Charlie Bartlett: Prescription For Real Happiness Doesn’t Come In A Pill

If you think psychiatrists are latter-day snake-oil salesmen peddling prescriptions for everything that ails us, you’ll love how “Charlie Bartlett” skewers our drug culture
Charlie Bartlett is wearing a t-shirt that says: “People like you are the reason people like me need medication.” Charlie Bartlett is the irrepressible and cleverly manipulative title character of a new Hollywood comedy in which 17-year-old Charlie – just to achieve the popularity he craves – plays therapist to his classmates and hands out enough psych drugs to keep the average drug rehab center busy for a year.
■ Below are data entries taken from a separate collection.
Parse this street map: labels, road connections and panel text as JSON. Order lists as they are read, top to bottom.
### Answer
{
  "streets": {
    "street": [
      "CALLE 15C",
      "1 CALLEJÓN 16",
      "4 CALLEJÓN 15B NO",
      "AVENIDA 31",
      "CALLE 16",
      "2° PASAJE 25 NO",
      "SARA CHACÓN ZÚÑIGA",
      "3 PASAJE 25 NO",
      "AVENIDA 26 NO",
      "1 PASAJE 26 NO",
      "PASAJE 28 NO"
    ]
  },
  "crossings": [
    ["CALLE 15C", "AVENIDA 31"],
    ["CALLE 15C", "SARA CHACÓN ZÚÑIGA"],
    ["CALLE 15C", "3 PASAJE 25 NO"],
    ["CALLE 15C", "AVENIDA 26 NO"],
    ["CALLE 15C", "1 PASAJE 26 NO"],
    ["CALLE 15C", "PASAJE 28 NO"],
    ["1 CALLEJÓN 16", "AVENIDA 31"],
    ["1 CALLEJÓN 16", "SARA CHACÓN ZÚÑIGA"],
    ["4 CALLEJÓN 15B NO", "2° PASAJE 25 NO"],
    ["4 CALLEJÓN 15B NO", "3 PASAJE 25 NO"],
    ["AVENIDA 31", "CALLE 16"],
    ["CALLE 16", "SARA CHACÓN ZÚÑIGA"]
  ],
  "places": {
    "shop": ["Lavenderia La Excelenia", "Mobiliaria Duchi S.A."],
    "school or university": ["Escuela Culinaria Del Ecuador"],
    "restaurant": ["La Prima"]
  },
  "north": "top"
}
Charlie, played brilliantly by Anton Yelchin (“Alpha Dog”), wants to be popular no matter what it takes. And he achieves his goal after realizing no one is paying any attention to his neuroses-riddled classmates, and that he possesses a unique gift for listening. Charlie sets up a therapy center in his high school men’s room, where he dispenses positive advice that actually helps the grateful kids, along with a veritable pharmacopeia of mood-altering drugs slyly cadged by faking symptoms to his wealthy family’s on-call psychiatrists. These witless shrinks are only too willing to prescribe Ritalin, Xanax, Zoloft and all the rest of their chemical solutions for Charlie’s faux problems.
But Charlie’s preposterous lavatory therapy and pharmaceutical dispensary is not what this film is all about. “Charlie Bartlett” the movie is about making it in life in spite of the shrinks and their wacko psychobabble and buckets of drugs. For those with the eyes to see, the movie satirizes, even skewers, the religion of psychiatry and its holy sacraments – an infinite number of mood-altering psychotropic drugs and endless litany of labels for every little complaint for which a drug is the ultimate salvation.
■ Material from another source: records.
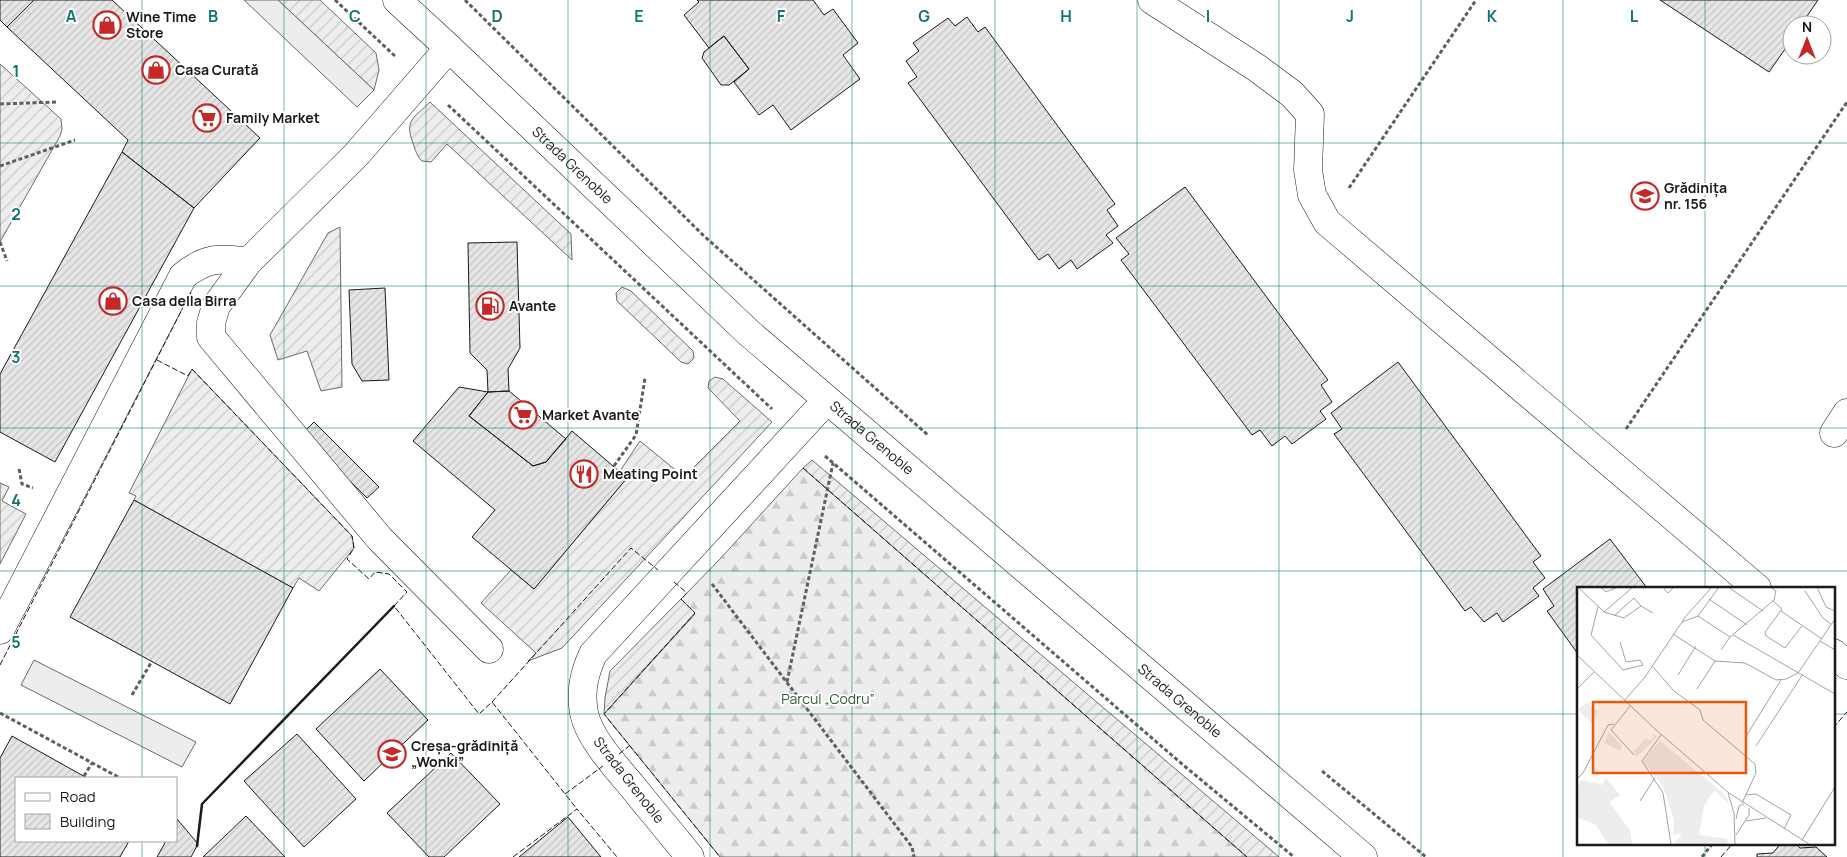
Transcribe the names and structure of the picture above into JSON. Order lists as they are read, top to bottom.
{
  "streets": {
    "main road": ["Strada Grenoble"]
  },
  "parks": ["Parcul „Codru”"],
  "places": {
    "shop": ["Wine Time Store", "Casa Curată", "Casa della Birra"],
    "supermarket": ["Family Market", "Market Avante"],
    "school or university": ["Grădinița nr. 156", "Creșa-grădiniță „Wonki”"],
    "fuel station": ["Avante"],
    "restaurant": ["Meating Point"]
  },
  "legend": ["Road", "Building"],
  "north": "top",
  "grid": {
    "columns": [
      "A",
      "B",
      "C",
      "D",
      "E",
      "F",
      "G",
      "H",
      "I",
      "J",
      "K",
      "L"
    ],
    "rows": [
      "1",
      "2",
      "3",
      "4",
      "5"
    ]
  }
}
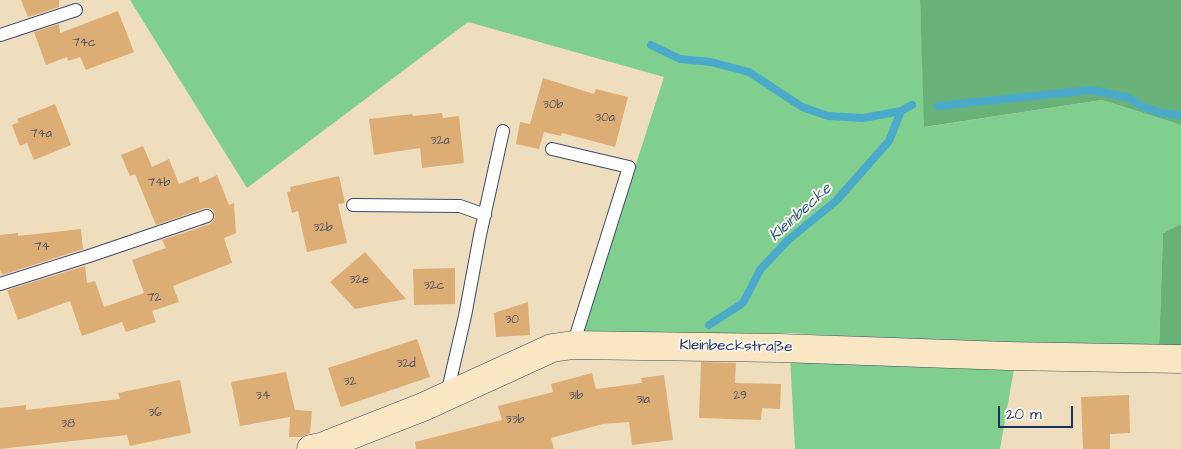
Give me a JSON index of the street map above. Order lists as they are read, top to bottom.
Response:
{
  "streets": {
    "street": ["Kleinbeckstraße"]
  },
  "water": ["Kleinbecke"],
  "house_numbers": [
    "74c",
    "30b",
    "30a",
    "74a",
    "32a",
    "74b",
    "32b",
    "74",
    "32e",
    "32c",
    "72",
    "30",
    "32d",
    "32",
    "34",
    "31b",
    "29",
    "31a",
    "36",
    "33b",
    "38"
  ],
  "scale_bar": "20 m"
}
America’s real drug problem, the movie says, starts with a generalized failure to just shut up and listen to each other – especially to our kids – and ends by drowning in a tsuname of prescription drugs. And it’s right on the money. Casualties of prescription drugs are overflowing drug detox and drug rehab facilities across the country with victims of all ages, having spread like cancer to the drugging of our children. Written by Gustin Nash, a psychiatrist’s son who should know what’s going on, “Charlie Bartlett” doesn’t preach about this deplorable situation. It just shows it to us in spades with surprising eloquence and humor.
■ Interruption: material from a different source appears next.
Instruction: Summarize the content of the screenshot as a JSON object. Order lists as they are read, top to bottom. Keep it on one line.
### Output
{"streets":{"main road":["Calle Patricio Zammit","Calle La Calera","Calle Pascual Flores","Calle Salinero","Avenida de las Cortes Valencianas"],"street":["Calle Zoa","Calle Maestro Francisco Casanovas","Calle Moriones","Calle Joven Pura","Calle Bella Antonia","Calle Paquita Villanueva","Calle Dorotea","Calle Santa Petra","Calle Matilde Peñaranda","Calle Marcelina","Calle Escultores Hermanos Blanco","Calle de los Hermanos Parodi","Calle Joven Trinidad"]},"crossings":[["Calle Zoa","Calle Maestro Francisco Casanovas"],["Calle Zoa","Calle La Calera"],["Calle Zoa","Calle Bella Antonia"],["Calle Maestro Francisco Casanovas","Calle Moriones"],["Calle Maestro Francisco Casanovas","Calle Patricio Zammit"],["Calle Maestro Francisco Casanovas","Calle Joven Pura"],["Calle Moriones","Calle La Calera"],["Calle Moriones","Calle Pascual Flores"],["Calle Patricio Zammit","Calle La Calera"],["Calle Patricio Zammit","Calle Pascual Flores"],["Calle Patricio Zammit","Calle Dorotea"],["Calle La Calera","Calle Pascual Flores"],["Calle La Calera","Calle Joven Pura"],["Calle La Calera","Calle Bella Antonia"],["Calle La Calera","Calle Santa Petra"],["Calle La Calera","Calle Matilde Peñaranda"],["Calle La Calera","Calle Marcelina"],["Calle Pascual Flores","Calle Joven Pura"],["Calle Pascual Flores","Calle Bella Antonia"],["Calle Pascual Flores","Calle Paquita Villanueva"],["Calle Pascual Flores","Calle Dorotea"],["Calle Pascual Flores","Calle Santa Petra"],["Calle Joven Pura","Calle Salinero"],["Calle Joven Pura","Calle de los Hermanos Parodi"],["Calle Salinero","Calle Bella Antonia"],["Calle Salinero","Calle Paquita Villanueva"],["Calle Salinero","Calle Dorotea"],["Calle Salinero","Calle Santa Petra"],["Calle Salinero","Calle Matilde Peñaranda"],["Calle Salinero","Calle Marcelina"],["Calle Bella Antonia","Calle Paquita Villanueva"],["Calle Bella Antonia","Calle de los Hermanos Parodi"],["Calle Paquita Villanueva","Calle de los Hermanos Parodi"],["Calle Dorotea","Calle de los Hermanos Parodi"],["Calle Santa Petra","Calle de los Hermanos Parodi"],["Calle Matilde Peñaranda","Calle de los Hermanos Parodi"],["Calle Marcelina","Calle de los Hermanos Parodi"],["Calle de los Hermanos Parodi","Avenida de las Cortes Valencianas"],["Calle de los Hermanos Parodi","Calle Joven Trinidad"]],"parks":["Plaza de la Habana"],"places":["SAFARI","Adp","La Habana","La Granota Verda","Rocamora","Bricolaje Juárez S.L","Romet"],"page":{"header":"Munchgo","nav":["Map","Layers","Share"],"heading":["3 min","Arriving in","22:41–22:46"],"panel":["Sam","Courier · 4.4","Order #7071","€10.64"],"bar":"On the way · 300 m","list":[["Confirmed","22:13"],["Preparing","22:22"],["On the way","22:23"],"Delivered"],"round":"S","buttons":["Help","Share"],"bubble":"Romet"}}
But the real surprise to me is how reviewers from some of the biggest publications just missed the point completely. It’s being reviewed like “Rushmore” or “Ferris Bueller” or any other teen comedy. Either the reviewers are just clueless or they’re all a bunch of Prozac-poppers themselves who choose to ignore the horrendous problem we’re creating by shoveling drugs into our kids. If we don’t wake up from this nightmare pretty soon and start listening to our kids, “Charlie Bartlett” suggests, we’re condemning a whole generation of Americans to lives lost in chemical dependence, substance abuse and the endlessly revolving doors of one drug rehab program after another.